The primary objective of this chapter is twofold. The first objective is to present a number of tools that are useful for the data understanding phase of the CRISP-DM process model (Chapman et al., 2000). The set of tools we present in this chapter is not the complete set we present in the book. The chapters on linear and logistic regression will present additional visualization tools useful in this phase of a data mining project. We have elected to hold off on the presentation of these visualization tools since they will have greater value in the context of those chapters. The second objective of this chapter is to introduce you to R and the modified version of the R Commander that we will use as the data mining workbench in this book. Before we can successfully apply tools to better understand our data, we first need to know more about the nature of variable data types.
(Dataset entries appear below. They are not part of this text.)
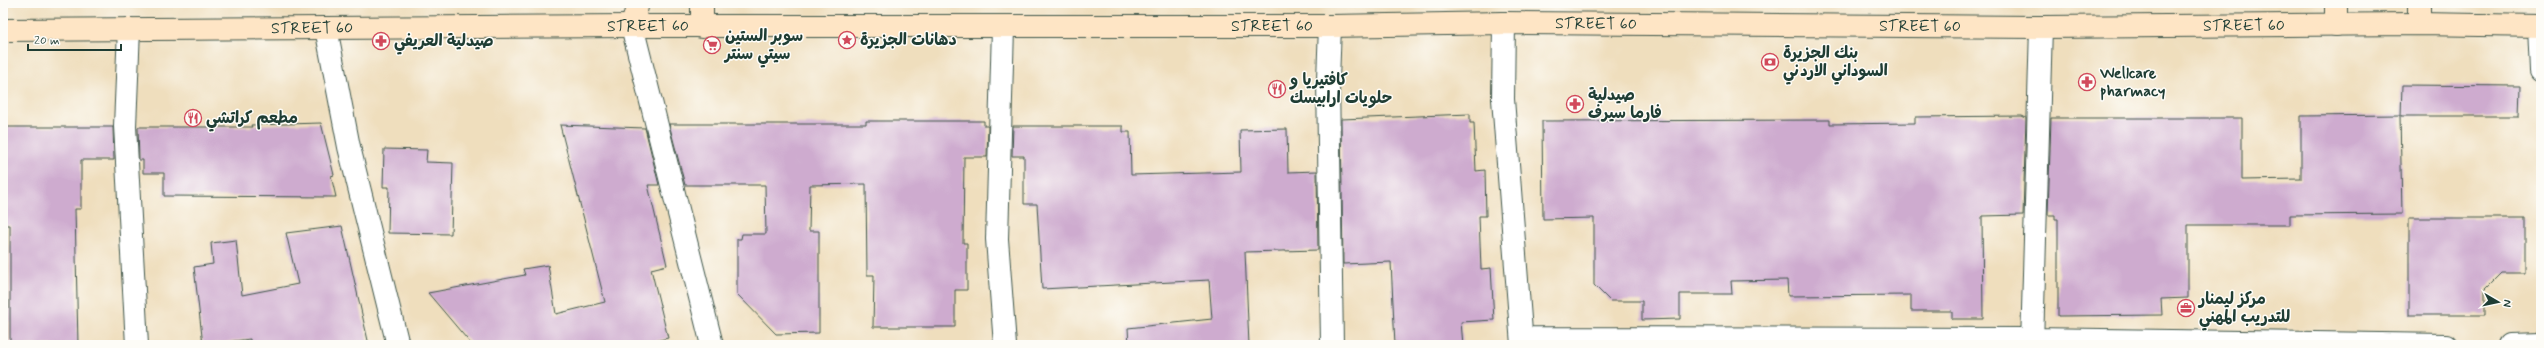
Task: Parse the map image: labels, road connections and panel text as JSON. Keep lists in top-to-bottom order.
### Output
{
  "streets": {
    "main road": ["STREET 60"]
  },
  "places": {
    "place": ["دهانات الجزيرة"],
    "pharmacy": ["صيدلية العريفي", "Wellcare pharmacy", "صيدلية فارما سيرف"],
    "supermarket": ["سوبر الستين سيتي سنتر"],
    "bank": ["بنك الجزيرة السوداني الاردني"],
    "restaurant": ["كافتيريا و حلويات ارابيسك", "مطعم كراتشي"],
    "office": ["مركز ليمنار للتدريب المهني"]
  },
  "scale_bar": "20 m",
  "north": "right"
}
It turns out that how we apply tools to understand a variable depends on what type of a variable it is. “Measurement scales” is the term used to describe the properties of variables that define their type. Consequently, this chapter begins with an introduction to measurement scales and variable types. Following this are four tutorials on basic tools for understanding data. The first tutorial shows you how to load data contained in an Excel file (the file format used to hold a remarkably high percentage of many organizations’ data, often inappropriately) as well as data in an R “package” into R. The second tutorial covers obtaining simple descriptive statistics about a data set as a whole, and about individual variables within that data set. The third tutorial covers tools to examine the distribution across records of a single variable (known as a frequency distribution, which is visually displayed using a histogram), while the fourth tutorial looks at a simple multivariate analysis tool known as a contingency table used to look at the relationship(s) between two or more variables. For the last three tutorials, the tutorial will both describe tools and show you how to apply these tools to an example data set using R Commander.